**PROBLEM TO SOLVE**: Go through the data and count each line that has the string "Strada". Give that count alone.

(Collected data)
-- Opening Marker --

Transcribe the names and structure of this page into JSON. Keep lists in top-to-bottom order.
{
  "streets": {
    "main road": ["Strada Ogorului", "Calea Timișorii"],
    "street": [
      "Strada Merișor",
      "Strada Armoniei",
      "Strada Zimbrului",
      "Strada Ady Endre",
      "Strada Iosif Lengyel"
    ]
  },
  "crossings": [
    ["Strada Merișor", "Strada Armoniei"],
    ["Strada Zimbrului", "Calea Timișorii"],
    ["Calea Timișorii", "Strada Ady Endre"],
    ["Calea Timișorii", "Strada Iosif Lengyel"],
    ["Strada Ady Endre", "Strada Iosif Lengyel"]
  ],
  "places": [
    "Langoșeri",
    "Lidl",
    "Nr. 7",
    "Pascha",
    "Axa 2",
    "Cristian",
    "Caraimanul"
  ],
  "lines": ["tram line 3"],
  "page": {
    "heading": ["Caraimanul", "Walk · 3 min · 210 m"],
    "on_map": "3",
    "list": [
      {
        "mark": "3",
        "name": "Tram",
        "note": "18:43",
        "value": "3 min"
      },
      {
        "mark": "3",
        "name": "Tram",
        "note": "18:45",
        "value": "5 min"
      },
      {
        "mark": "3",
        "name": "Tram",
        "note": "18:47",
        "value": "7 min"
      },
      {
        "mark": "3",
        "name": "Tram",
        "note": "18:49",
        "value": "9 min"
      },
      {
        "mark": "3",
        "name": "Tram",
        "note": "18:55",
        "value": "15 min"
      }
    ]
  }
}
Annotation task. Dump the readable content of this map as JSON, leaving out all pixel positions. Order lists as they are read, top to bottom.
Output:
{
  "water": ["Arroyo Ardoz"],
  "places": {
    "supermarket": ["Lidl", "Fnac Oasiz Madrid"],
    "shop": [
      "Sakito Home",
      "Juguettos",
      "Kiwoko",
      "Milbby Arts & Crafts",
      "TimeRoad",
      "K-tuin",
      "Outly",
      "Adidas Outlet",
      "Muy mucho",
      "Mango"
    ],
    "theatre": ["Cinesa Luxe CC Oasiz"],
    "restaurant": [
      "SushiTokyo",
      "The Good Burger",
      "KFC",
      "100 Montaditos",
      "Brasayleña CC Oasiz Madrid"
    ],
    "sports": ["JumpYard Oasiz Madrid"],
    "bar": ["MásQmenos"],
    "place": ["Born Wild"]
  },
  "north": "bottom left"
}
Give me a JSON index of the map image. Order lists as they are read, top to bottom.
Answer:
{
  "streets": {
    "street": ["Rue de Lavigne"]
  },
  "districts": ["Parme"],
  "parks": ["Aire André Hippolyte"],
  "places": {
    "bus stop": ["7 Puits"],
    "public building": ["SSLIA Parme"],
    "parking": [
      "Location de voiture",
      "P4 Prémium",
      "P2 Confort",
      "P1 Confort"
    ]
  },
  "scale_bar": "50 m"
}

-- Closing Marker --

**SOLUTION FOR THIS EXERCISE**: 11